SciPost Submission Page

Boundary RG Flows for Fermions and the Mod 2 Anomaly

by Philip Boyle Smith, David Tong

This is not the current version.

Submission summary

As Contributors: David Tong
Arxiv Link: (pdf)
Date submitted: 2020-08-06 09:10
Submitted by: Tong, David
Submitted to: SciPost Physics Core
Academic field: Physics
  • Quantum Physics
Approach: Theoretical


Boundary conditions for Majorana fermions in d=1+1 dimensions fall into one of two SPT phases, associated to a mod 2 anomaly. Here we consider boundary conditions for 2N Majorana fermions that preserve a $U(1)^N$ symmetry. In general, the left-moving and right-moving fermions carry different charges under this symmetry, and implementation of the boundary condition requires new degrees of freedom, which manifest themselves in a boundary central charge, $g$. We follow the boundary RG flow induced by turning on relevant boundary operators. We identify the infra-red boundary state. In many cases, the boundary state flips SPT class, resulting in an emergent Majorana mode needed to cancel the anomaly. We show that the ratio of UV and IR boundary central charges is given by $g^2_{IR} / g^2_{UV} = {\rm dim}\,({\cal O})$, the dimension of the perturbing boundary operator. Any relevant operator necessarily has ${\rm dim}({\cal O}) < 1$, ensuring that the central charge decreases in accord with the g-theorem.

Current status:
Has been resubmitted

Reports on this Submission

Anonymous Report 2 on 2020-11-19 (Invited Report)

  • Cite as: Anonymous, Report on arXiv:2005.11314v2, delivered 2020-11-19, doi: 10.21468/SciPost.Report.2211


1 - The paper has a very striking new result linking the change in the g-value to the dimension of the perturbing operator which has not (I believe) been noticed before.

2 - The paper has extensive examples which help understand the problem and the result (not too many, a good number).


1 - On a purely formal level, the paper does not have a conclusion section and so does not meet the criteria to be published as it is.

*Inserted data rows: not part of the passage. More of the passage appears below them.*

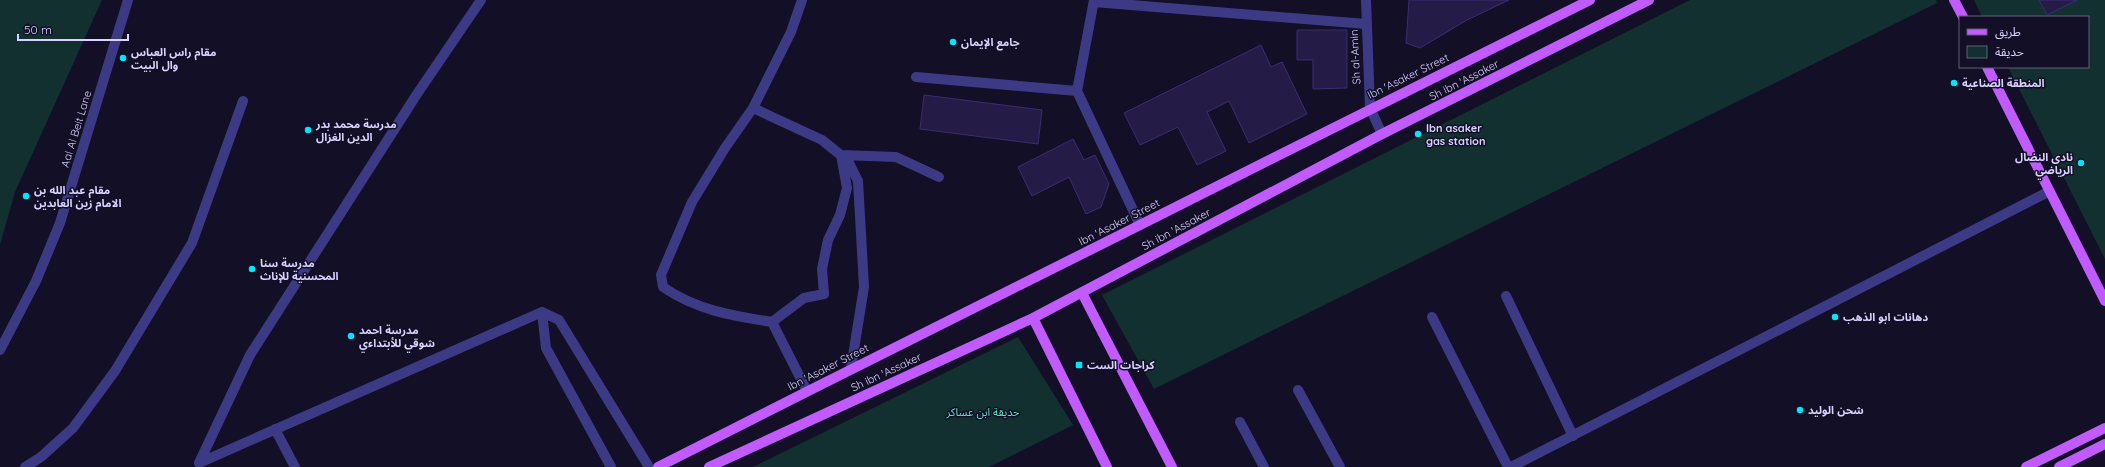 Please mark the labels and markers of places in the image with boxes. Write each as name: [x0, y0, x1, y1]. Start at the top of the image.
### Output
place label: جامع الإيمان: [961, 35, 1020, 51]
marker: جامع الإيمان: [948, 37, 958, 47]
place label: مقام راس العباس وال البيت: [131, 45, 216, 72]
marker: مقام راس العباس وال البيت: [118, 53, 128, 63]
place label: المنطقة الصناعية: [1962, 76, 2045, 90]
marker: المنطقة الصناعية: [1949, 78, 1959, 88]
place label: مدرسة محمد بدر الدين الغزال: [315, 117, 397, 144]
place label: Ibn asaker gas station: [1426, 121, 1485, 148]
marker: مدرسة محمد بدر الدين الغزال: [303, 125, 313, 135]
marker: Ibn asaker gas station: [1413, 129, 1423, 139]
place label: نادي النضال الرياضي: [2015, 150, 2073, 180]
marker: نادي النضال الرياضي: [2076, 158, 2086, 168]
place label: مقام عبد الله بن الامام زين العابدين: [34, 183, 121, 212]
marker: مقام عبد الله بن الامام زين العابدين: [21, 191, 31, 201]
place label: مدرسة سنا المحسنية للإناث: [260, 256, 338, 283]
marker: مدرسة سنا المحسنية للإناث: [247, 264, 257, 274]
place label: دهانات ابو الذهب: [1843, 310, 1928, 324]
marker: دهانات ابو الذهب: [1830, 312, 1840, 322]
place label: مدرسة احمد شوقي للأبتداءي: [359, 323, 435, 353]
marker: مدرسة احمد شوقي للأبتداءي: [346, 331, 356, 341]
place label: كراجات الست: [1087, 358, 1155, 372]
marker: كراجات الست: [1074, 360, 1084, 370]
place label: شحن الوليد: [1808, 403, 1864, 417]
marker: شحن الوليد: [1795, 405, 1805, 415]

2 - The result relies heavily on the assumption that the $U(1)^N$ symmetry is restored at the IR fixed point. I did not see more discussion of this than the simple statement of the assumption. The results obtained with the assumption are consistent with the assumption, but that is a circular argument. I did expect non-trivial examples in which it is known to be the case. Are there any?

3 - There are a few places where assumptions or results particular to this model are not explained - this could confuse non-experts, either into believing that specific results presented here are general, or that there is no assumption being made. There are four in particular I thought should be changed. (a) It is important that the $U(1)$ charges are not degenerate - equivalently, the matrices $Q$ and $\bar Q$ introduced on page 9 should be invertible. This is implicit in the un-numbered equations after (2.2) but should be made explicit. This is related to (b) It is important that the ground states defined by (2.6) are unique. I think this should be stated. If not then (c) the form of the Ishibashi state in the un-numbered equation after (2.7) is only correct if the states satisfying (2.5) in each charge sector are unique, otherwise there is generically a mixing matrix between states of the same charge. Finally, just before section 2.2, I think readers should be reminded that it is quite possible to have boundary conditions with $g>1$ which are nevertheless stable - for example in the tri-critical Ising model. It is remarkable that in this case all such boundary conditions are unstable.

4 - In the un-numbered equation at the bottom of page 21, it is not the vacuum expectation value that is zero but the expectation value in the presence of the boundary. I think the notation is confusing here.

5 - In the general introduction, there are places where it is really unclear what is going on. For example, equation (1.1) states that a trace is a non-integer. I assume this is meant to demonstrate a paradox but it looks most odd. This should be re-written. Just before that it is stated through an argument that looks spurious that a single fermion would act on a space of dimension $\sqrt 2$. Since this patently cannot happen, the argument must be wrong. I would have liked to see a (proper) reference to the computation of the path integral for a single Majorana mode.

6 - I thought the comment on page 26 about Majorana and his presumed death at sea to be completely tasteless and out of place in a scientific paper.

7 - It would have ben really helpful if all equations were numbered, if only when trying to write this report.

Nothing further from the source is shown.